Le vélo comme instrument de guerre. Cette idée qui, de prime abord, peut apparaître comme totalement saugrenue pour un homme du XXIème siècle, l’était beaucoup moins pour les militaires du XIXème siècle qui étaient confrontés à de toutes autres contingences en terme de transport et de transmission de l’information. C’est dans ce contexte que le capitaine Henri Gérard consacra une énergie folle pour concevoir une bicyclette pliante, relativement légère et maniable et pour faire admettre à ses supérieurs, les multiples services que cet engin pouvait fournir à l’armée.

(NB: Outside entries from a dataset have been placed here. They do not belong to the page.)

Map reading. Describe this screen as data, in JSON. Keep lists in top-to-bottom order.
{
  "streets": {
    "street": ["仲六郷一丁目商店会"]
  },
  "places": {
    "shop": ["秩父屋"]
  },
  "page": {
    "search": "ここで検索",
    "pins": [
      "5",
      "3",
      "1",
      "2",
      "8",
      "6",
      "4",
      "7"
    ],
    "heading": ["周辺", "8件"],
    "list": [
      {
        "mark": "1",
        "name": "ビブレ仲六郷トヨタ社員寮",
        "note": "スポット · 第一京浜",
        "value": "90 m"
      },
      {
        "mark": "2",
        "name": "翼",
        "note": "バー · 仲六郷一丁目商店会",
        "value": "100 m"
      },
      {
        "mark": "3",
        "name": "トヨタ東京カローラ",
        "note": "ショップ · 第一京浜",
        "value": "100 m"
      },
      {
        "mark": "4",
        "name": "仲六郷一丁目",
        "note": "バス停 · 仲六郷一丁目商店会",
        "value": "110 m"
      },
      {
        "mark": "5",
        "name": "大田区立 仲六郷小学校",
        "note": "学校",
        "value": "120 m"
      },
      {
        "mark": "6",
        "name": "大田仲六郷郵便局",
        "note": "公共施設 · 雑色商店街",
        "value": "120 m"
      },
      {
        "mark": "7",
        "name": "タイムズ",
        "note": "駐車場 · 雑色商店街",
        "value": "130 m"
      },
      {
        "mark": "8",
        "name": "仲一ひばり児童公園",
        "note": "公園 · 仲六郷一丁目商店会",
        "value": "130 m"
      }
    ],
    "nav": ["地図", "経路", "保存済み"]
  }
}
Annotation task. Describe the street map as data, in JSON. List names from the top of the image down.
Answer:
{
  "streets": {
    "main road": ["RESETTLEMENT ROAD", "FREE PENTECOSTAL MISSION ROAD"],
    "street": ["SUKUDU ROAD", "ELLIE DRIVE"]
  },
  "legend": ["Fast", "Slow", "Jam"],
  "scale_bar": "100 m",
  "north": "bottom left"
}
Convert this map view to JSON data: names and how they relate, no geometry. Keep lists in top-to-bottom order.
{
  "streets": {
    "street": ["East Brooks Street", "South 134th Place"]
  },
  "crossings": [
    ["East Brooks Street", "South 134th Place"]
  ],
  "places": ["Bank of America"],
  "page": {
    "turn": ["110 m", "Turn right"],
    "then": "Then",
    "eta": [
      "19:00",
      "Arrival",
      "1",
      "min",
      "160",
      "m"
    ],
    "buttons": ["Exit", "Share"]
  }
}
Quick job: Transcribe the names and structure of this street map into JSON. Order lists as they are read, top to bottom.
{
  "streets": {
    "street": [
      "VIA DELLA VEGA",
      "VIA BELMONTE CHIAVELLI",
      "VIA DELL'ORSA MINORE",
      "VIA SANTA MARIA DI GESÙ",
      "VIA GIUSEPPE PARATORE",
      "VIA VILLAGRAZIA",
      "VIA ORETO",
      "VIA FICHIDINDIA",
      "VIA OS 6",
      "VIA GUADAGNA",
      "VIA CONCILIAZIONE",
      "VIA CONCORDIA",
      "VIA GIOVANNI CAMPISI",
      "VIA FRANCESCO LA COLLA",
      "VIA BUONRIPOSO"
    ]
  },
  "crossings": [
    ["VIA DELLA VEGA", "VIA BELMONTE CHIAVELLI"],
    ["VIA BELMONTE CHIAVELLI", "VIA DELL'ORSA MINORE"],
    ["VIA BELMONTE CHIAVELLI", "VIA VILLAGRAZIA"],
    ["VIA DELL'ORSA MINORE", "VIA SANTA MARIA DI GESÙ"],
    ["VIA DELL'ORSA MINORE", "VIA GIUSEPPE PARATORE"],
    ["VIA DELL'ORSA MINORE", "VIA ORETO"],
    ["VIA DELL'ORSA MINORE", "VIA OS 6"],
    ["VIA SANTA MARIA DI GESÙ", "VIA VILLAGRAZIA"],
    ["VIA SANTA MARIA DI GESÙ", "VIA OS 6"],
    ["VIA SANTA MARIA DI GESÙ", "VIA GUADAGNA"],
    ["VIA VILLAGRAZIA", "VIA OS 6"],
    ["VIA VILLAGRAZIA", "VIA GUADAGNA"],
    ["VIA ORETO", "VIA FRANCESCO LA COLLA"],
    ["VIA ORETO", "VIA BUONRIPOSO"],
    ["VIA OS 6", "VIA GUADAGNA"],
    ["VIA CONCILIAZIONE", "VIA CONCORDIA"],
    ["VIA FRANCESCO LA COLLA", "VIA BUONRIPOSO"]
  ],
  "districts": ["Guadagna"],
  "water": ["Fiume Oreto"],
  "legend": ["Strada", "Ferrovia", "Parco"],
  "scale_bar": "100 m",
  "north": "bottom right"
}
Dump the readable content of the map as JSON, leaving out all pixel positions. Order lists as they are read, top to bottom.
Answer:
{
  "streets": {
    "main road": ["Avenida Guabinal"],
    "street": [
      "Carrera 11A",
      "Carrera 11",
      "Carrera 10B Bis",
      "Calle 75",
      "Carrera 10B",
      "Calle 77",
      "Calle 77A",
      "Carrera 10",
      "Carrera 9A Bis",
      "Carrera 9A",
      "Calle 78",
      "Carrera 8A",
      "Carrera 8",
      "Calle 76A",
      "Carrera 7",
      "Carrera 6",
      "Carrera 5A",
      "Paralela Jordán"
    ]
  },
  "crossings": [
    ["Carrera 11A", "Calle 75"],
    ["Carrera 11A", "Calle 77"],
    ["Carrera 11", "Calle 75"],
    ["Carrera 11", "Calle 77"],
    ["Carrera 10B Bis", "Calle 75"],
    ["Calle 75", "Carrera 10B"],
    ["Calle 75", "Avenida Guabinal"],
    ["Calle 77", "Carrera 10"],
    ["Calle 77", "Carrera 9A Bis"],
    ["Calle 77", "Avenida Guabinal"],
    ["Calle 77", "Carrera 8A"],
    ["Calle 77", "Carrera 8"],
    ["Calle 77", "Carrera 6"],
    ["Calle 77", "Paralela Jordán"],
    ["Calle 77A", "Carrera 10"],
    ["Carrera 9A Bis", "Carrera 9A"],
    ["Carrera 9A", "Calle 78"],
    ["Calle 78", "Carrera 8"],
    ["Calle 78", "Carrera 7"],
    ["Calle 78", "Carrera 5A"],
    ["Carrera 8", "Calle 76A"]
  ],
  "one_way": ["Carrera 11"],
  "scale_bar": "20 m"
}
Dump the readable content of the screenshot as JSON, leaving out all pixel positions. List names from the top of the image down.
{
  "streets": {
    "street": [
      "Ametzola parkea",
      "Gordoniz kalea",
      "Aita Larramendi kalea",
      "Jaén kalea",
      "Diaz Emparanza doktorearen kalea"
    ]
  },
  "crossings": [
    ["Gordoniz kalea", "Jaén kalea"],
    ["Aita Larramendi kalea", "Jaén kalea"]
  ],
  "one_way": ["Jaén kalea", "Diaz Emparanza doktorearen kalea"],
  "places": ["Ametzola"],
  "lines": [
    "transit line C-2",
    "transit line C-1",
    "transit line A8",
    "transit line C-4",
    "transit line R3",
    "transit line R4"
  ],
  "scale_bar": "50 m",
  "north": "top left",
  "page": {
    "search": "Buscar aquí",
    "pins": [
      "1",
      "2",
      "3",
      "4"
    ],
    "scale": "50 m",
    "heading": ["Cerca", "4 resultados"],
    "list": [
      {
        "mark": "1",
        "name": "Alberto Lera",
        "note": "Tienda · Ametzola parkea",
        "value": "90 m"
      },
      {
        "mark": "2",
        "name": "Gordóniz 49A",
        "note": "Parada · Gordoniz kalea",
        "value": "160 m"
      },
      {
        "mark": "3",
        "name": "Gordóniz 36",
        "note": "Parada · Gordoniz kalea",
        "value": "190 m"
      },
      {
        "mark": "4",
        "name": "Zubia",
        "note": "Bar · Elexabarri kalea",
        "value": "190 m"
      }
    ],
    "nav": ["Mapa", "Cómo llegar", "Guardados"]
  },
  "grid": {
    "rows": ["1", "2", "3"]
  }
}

Né le 26 juin 1859 à Condé-en-Brie dans le département de l’Aisne, d’un père gendarme et d’une mère couturière Henri Gérard a envie comme son père de servir son pays. Engagé volontaire le 19 juin 1877, il est élève à l’Ecole Militaire de l’Infanterie de Saint-Maixent d’avril 1884 au 1er mars 1885 Il participe à la campagne du Tonkin en 1887-1888. Il est promu Sous-lieutenant au sortir de l’Ecole Militaire puis Lieutenant en 1888, Capitaine en 1894 avant de devenir Chef de bataillon en 1903.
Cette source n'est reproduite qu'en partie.